# How to stop my camera from starting up at the time set page?



## candyceryj (May 27, 2014)

Hello there.
I had been using my Canon 600D DSLR camera for sometime.
However, recently I brought it along to my trip to Taiwan.

So what happened was that, I was putting it up on my tripod and the wind there was really big, and it blew so hard on my DSLR, that it sends my DSLR crashing on the concrete floor.
My UV-Lens cracked and I had problem with my kit lens autofocus. *Thankfully, it was the kit lens* 
It still works except for the autofocus, and I had to use manual focus instead or use another lens. 
I went Taiwan during December, and it was their monsoon season, so my DSLR was slightly drenched too which caused my DSLR to black out.  

Read up from the internet and people did mentioned, to save a drenched camera, is to leave it in a dry box for a period of time.
Which is what I did when I returned back to my country, and it works again. 
Able to be switched on, and the camera works fine, taking still quality photos.

But the problem now is that, whenever I switched my camera on, it will always be the time set up page. 
Which I have to set the time, each time, I switch it on again. 
I'm not sure whether it was due to the crash or the drenched, but anyone knows why and is there any ways I can deal with this?


----------



## Nomad57 (May 27, 2014)

Most cameras have an internal date/time battery, either rechargeable or replaceable.
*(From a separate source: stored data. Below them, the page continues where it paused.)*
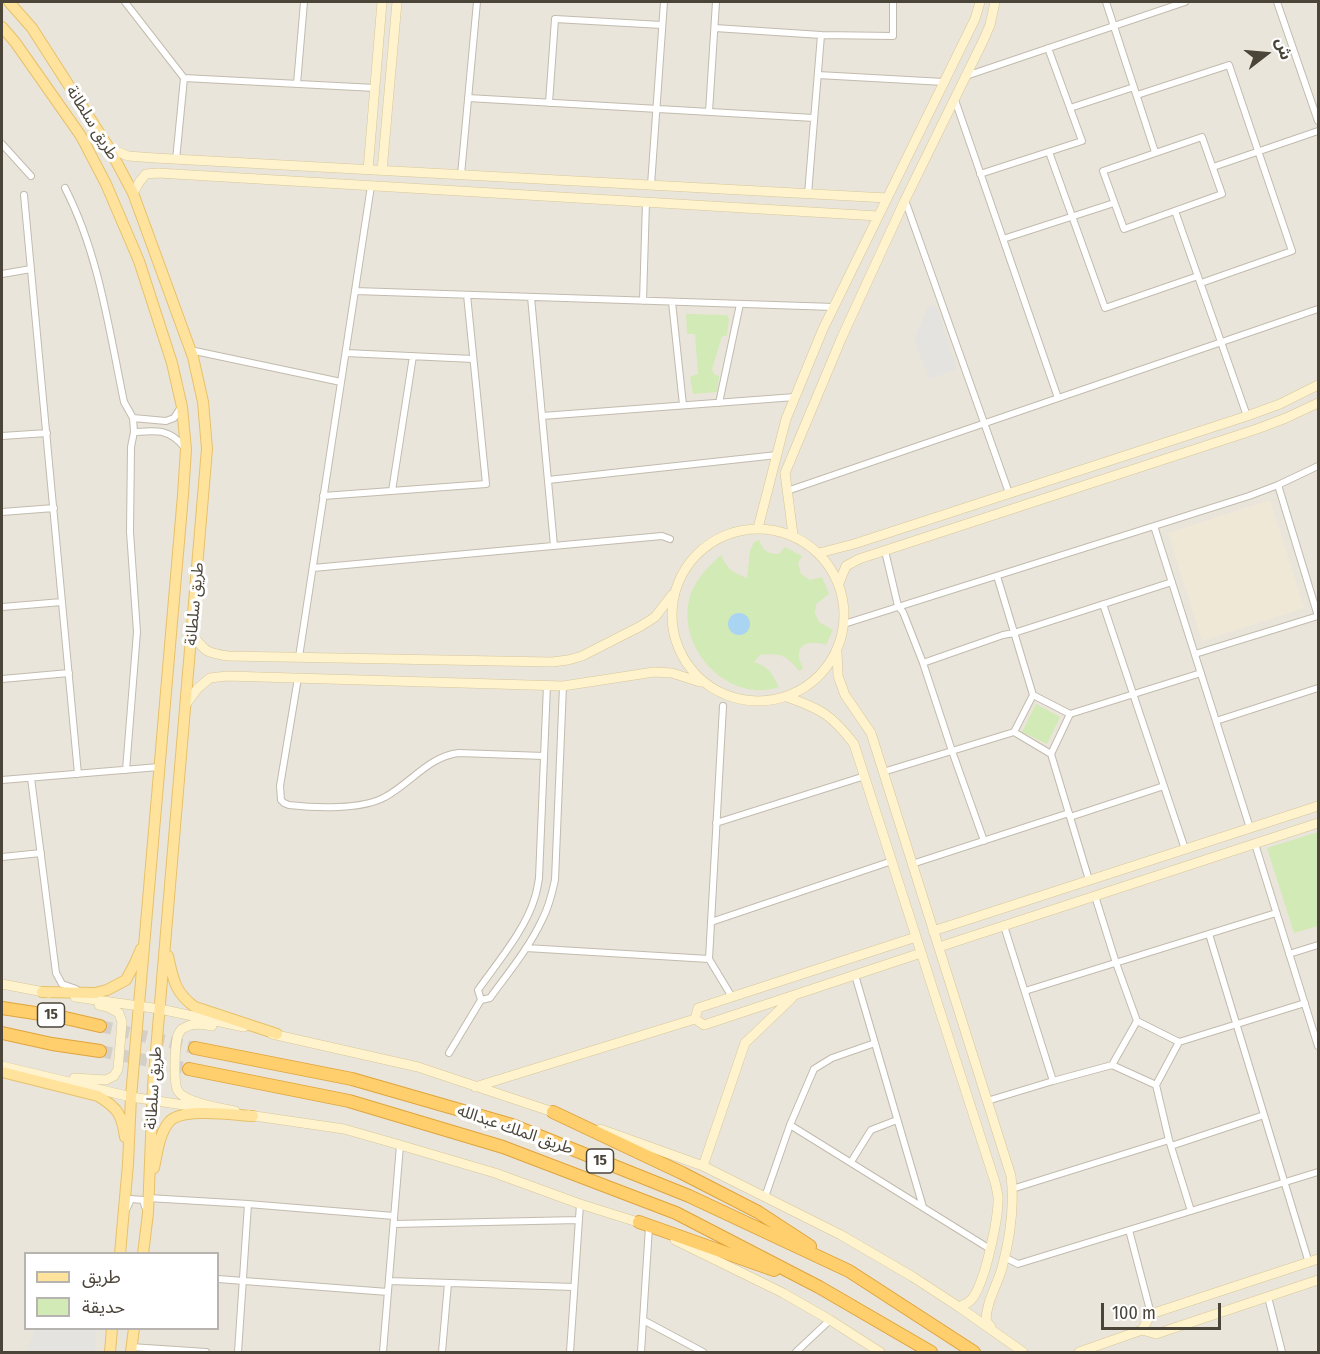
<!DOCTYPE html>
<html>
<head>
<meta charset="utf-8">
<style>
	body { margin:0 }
	#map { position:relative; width:1320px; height:1354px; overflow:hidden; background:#f6f3ec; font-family:"Fira Sans Condensed","Noto Sans Arabic",sans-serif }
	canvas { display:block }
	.frame { position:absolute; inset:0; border:3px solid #4b4439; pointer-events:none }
	.legend { position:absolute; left:24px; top:1252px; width:195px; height:78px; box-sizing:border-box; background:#fff; border:2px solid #b7b4b0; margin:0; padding:8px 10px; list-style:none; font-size:18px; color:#4b4439 }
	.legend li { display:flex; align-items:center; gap:12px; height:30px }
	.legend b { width:30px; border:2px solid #b7b4b0 }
	.north { position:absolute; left:1236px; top:24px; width:60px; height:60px; -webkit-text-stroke:4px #fff; paint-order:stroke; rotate:74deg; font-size:16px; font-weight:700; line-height:24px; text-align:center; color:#4b4439 }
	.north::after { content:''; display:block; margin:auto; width:21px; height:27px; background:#4b4439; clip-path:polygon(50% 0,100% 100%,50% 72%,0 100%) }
	.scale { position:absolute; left:1101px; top:1303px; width:120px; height:27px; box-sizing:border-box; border:3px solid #4b4439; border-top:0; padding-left:8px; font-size:18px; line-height:21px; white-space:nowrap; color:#4b4439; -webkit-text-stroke:4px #fff; paint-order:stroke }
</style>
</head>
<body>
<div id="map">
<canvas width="1320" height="1354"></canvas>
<div class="frame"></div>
<ul class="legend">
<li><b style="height:8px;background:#ffe39c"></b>طريق</li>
<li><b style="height:16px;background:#d2eab5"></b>حديقة</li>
</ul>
<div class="north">ش</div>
<div class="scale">100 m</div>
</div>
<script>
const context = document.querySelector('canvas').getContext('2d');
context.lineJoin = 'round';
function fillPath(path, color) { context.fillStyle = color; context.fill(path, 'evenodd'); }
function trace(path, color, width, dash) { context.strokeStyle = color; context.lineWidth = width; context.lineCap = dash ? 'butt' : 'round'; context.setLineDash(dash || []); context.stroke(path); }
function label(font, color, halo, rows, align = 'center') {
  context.font = font + ' "Fira Sans Condensed","Noto Sans Arabic",sans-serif'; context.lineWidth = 6; context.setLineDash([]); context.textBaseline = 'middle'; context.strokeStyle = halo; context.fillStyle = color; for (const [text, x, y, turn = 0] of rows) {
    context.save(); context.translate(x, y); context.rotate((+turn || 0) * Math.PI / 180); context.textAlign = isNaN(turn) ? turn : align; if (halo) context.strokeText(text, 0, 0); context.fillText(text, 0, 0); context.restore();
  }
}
fillPath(new Path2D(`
	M 2,2 L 1318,2 L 1318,1352 L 2,1352 ZM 26,1254 L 218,1254 L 218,1328 L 26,1328 Z`), '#eae5da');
fillPath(new Path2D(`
	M 1270,500 L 1304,608 L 1202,641 L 1168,533 Z`), '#efe8d6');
fillPath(new Path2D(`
	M 686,314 L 727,315 L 729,319 L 727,336 L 722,336 L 712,369 L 714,374 L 719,376 L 717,392 L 693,394 L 690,377 L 698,374 L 695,334 L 687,334 Z
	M 759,540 C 763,551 768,554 779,554 L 785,547 L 802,556 L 798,563 L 801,574 L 810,580 L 822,577 L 829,594 L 816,604 L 815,613 L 819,622 L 833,630 L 826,645 C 814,641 797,641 799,658 C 800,662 802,665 803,669 L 799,671 C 786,655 781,653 760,655 L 754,662 C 769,667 772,673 779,687 C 726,705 671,643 692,591 C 699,576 709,566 721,555 C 728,570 732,572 747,578 L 750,551 L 754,542 Z
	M 1036,704 L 1060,717 L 1047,744 L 1022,732 Z
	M 1318,832 L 1318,926 L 1294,933 L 1267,848 Z`), '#d2eab5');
fillPath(new Path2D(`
	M 929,305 L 937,307 L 957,369 L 929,379 L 914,339 Z
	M 35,1329 L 97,1329 L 95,1352 L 26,1352 Z`), '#e5e3e0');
fillPath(new Path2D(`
	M728 624a11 11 0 1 1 22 0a11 11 0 1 1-22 0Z`), '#a9d4f2');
trace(new Path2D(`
	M 100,1026 L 195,1048
	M 100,1051 L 189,1069`), '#d4d0c8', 12, [12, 6]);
const street = new Path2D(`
	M 125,2 L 184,78 L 176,160
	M 1106,2 L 1155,152
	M 1277,2 L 1318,121
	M 715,28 L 821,35 L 893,36 L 893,2
	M 818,75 L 944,82
	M 966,76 L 1185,2
	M 184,78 L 375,88
	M 297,84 L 304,2
	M 1137,95 L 1229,65 L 1292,251 L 1201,283
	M 468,98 L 814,118
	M 955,100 L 1058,398
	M 549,103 L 555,19 L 662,25
	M 1070,108 L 1134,87
	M 709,112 L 716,2
	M 1202,137 L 1222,194 L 1124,229 L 1103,171 Z
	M 2,144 L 31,176
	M 1049,152 L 1105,308 L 1198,276
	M 1213,167 L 1318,131
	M 980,174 L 1082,141 L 1048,48
	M 461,175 L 477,2
	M 651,185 L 664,2
	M 65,188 C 99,254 109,330 124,402 L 133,418 L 134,432 L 131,447 L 130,532 L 137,632 L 126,770
	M 808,194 L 821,35
	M 24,195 L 78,774
	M 905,200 L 1009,493
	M 1175,211 L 1247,416
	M 1003,239 L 1114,203
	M 2,274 L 31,269
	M 355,291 L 834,307
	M 531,297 L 554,546
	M 643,301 L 646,202
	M 672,302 L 683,405
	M 190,350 L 341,382
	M 346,353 L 473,359
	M 719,403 L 740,304
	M 542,416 L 795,397
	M 133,418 L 166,421 L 174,418 L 181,407
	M 134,432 C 156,431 169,428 184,447
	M 2,436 L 47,433
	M 548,480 L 777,455
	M 1278,485 L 1318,616
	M 392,491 L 413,356
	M 787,491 L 1318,309
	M 323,496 L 486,484 L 467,295
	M 2,512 L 54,508
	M 1154,526 L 1250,828
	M 885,551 L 898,606 L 903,612 L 923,663 L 952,751 L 984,841
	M 313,568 L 662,536 L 670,539
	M 997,576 L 1033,695
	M 1103,604 L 1185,849
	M 2,607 L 62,602
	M 844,624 L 1249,496 L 1278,485 L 1318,466
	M 1195,654 L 1318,616
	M 299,657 L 371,186
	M 923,663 L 1003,635 L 1014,633 L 1172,582
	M 298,678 L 280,786 L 281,800 L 284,803 L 289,805 C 315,808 362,810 385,797 C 410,784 429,756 459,753 L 544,756
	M 2,679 L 69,673
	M 723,706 L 709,959 L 732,997
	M 1070,714 L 1051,754 L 1014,732 L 1033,695 L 1070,714 L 1201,673
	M 1216,721 L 1318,688
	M 1051,754 L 1089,880
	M 883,772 L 1014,732
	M 31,778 L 56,973 L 62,984 L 76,989
	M 2,780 L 159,767
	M 1070,817 L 1164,786
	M 716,823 L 865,776
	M 1255,844 L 1318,1046
	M 2,857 L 41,853
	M 912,864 L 1069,813
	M 1095,896 L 1116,963 L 1137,1021
	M 711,922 L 892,861
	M 1004,926 L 1053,1081
	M 1209,934 L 1309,1263
	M 526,948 L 709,959
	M 1289,954 L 1318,945
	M 855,975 L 923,1207
	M 1025,991 L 1276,913
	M 481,1000 L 478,990 C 497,963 526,929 535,897 C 537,891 538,884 539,878 L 547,685
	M 1179,1042 L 1156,1085 L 1112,1065 L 1137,1021 L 1179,1042 L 1305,1003
	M 449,1053 L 481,1000 L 490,998 C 508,973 529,948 542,920 C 549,907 552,894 555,880 L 563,686
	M 1156,1085 L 1169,1140 L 1191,1211
	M 987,1101 L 1053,1081 L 1112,1065
	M 790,1125 L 990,1249
	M 1171,1146 L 1264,1115
	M 851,1162 L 871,1130 L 897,1120
	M 1012,1189 L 1169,1140
	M 765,1197 L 790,1125 L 814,1069 L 832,1058 L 875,1043
	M 148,1198 L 248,1204 L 394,1216
	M 127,1208 L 131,1199 L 143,1200 L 145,1207
	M 394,1224 L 579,1220
	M 1129,1230 L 1151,1314
	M 1004,1257 L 1018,1264 L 1318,1172
	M 218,1279 L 388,1292
	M 389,1281 L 574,1287
	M 1268,1297 L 1282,1352
	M 643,1320 L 703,1352
	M 131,1347 L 206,1352
	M 238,1352 L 248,1204
	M 383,1352 L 400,1145
	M 442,1352 L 448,1283
	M 570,1352 L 580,1204
	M 641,1352 L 649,1227
	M 796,1352 L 830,1320`);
const secondary = new Path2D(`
	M 109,148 L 128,156 L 155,158 L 887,198
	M 368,170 L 382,2
	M 382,171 L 397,2
	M 133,193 L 140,181 L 146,174 L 158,173 L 878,216
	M 758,528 L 786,419 L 823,329 L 975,19 L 980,2
	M672 615a86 86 0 1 1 172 0a86 86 0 1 1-172 0Z
	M 793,535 L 785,473 L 842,337 L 905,200 L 984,39 L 990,25 L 995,2
	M 819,553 L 854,544 L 1247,416 L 1280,404 L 1318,385
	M 839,583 L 846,566 L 859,559 L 1257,429 L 1286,418 L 1318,403
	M 192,634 C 205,652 207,653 228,656 L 552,662 L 568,660 L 582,656 L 641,626 L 655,617 L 672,595
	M 837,652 L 838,676 L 845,695 L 871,733 L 1011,1176 C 1015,1208 1010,1238 1002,1268 C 997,1286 986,1302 986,1321 L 991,1327
	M 787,697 C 821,709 832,715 854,744 L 995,1182 C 996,1186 997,1191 998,1196 C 999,1216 985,1285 971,1300 C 968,1303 963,1305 959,1307
	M 186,704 L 198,688 L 210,678 L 227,676 L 563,686 L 654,672 L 672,673 L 700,682
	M 933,931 L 1318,806
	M 939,947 L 1318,823
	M 2,984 L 49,993
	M 75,997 L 160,1009 L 244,1027
	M 695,1019 L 698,1008 L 916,937
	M 695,1019 L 704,1025 L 921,953
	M 212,1026 C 203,1024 192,1023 184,1028 C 181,1029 180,1031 178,1035 C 175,1043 173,1084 178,1091 C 185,1103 221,1108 235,1111
	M 272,1034 L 418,1067 L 559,1114
	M 2,1066 L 131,1097 L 210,1109
	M 74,1078 L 106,1080 L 114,1076 L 118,1069 L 122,1022 L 119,1013 L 108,1007 L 99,1005
	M 475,1087 L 695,1019
	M 248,1115 L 344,1129 L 400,1145 L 495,1173 L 580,1204 L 644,1224
	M 600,1129 L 703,1166 L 841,1235 L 913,1277 L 959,1307 L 1023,1352
	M 703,1166 L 745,1043 L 792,998
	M 675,1240 L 783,1293 L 830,1320 L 880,1352
	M 1142,1330 L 1151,1314 L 1318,1259
	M 1079,1352 L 1142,1330 L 1156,1334 L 1318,1280`);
const primary = new Path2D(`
	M 9,2 L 32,28 L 109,148 L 133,193 L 193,357 L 203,402 L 207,449 L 153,1086 L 148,1213 L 143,1254
	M 2,27 L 15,42 L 81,136 L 106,184 L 139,261 L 172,363 L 182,407 L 186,449 L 183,495 L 131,1097 L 128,1164 L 120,1254
	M 168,956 C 173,979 175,993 195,1007 L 277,1034
	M 42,992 L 95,993 L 107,990 L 126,980 L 135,963 L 141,949
	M 2,1072 L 98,1096 C 118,1108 122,1115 125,1137
	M 154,1168 C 157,1154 159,1134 169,1122 C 182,1107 233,1115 253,1116
	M 110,1352 L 112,1328
	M 131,1352 L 134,1328`);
const highway = new Path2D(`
	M 2,1008 L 61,1017 L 100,1026
	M 2,1033 L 52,1044 L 100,1051
	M 195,1048 L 352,1079 L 512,1125 L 689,1196 L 849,1271 L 974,1352
	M 189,1069 L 349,1101 L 503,1147 L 676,1213 L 819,1287 L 931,1352
	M 553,1112 L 682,1173 L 758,1212 L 810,1246
	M 639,1222 L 774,1270`);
trace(street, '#c2bbae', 8);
trace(secondary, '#d6c79b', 10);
trace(primary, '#e6c16a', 12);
trace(highway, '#e0a43c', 14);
trace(street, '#fff', 6);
trace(secondary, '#fff3cd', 9);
trace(primary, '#ffe39c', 10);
trace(highway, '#ffcf6e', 12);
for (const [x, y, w] of [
	[51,1015,27],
	[600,1161,27]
]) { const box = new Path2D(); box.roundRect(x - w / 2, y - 12, w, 24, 4.5); context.fillStyle = '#fff'; context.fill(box); trace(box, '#4b4439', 1.5); }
label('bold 15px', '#4b4439', null, [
	["15",51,1015],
	["15",600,1161]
]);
label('16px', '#4b4439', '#fff', [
	["طريق سلطانة",92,123,58],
	["طريق سلطانة",195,604,-85],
	["طريق سلطانة",154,1088,-86],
	["طريق الملك عبدالله",515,1130,19]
]);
</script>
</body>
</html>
Check your manual, look for date/time battery.

Nomad57


----------



## TCampbell (May 27, 2014)

I think you'll have to contact Canon.  Some models have a separate date/time battery (usually a coin-sized battery).  Other cameras have an internally rechargeable battery which takes it charge off the main battery.  As long as the camera doesn't go without a charged main battery in the body for extended periods of time, it'll keep track of the date/time.  

I believe your 600D has the internal rechargeable (not user-serviceable) battery.  That battery may be shot.


----------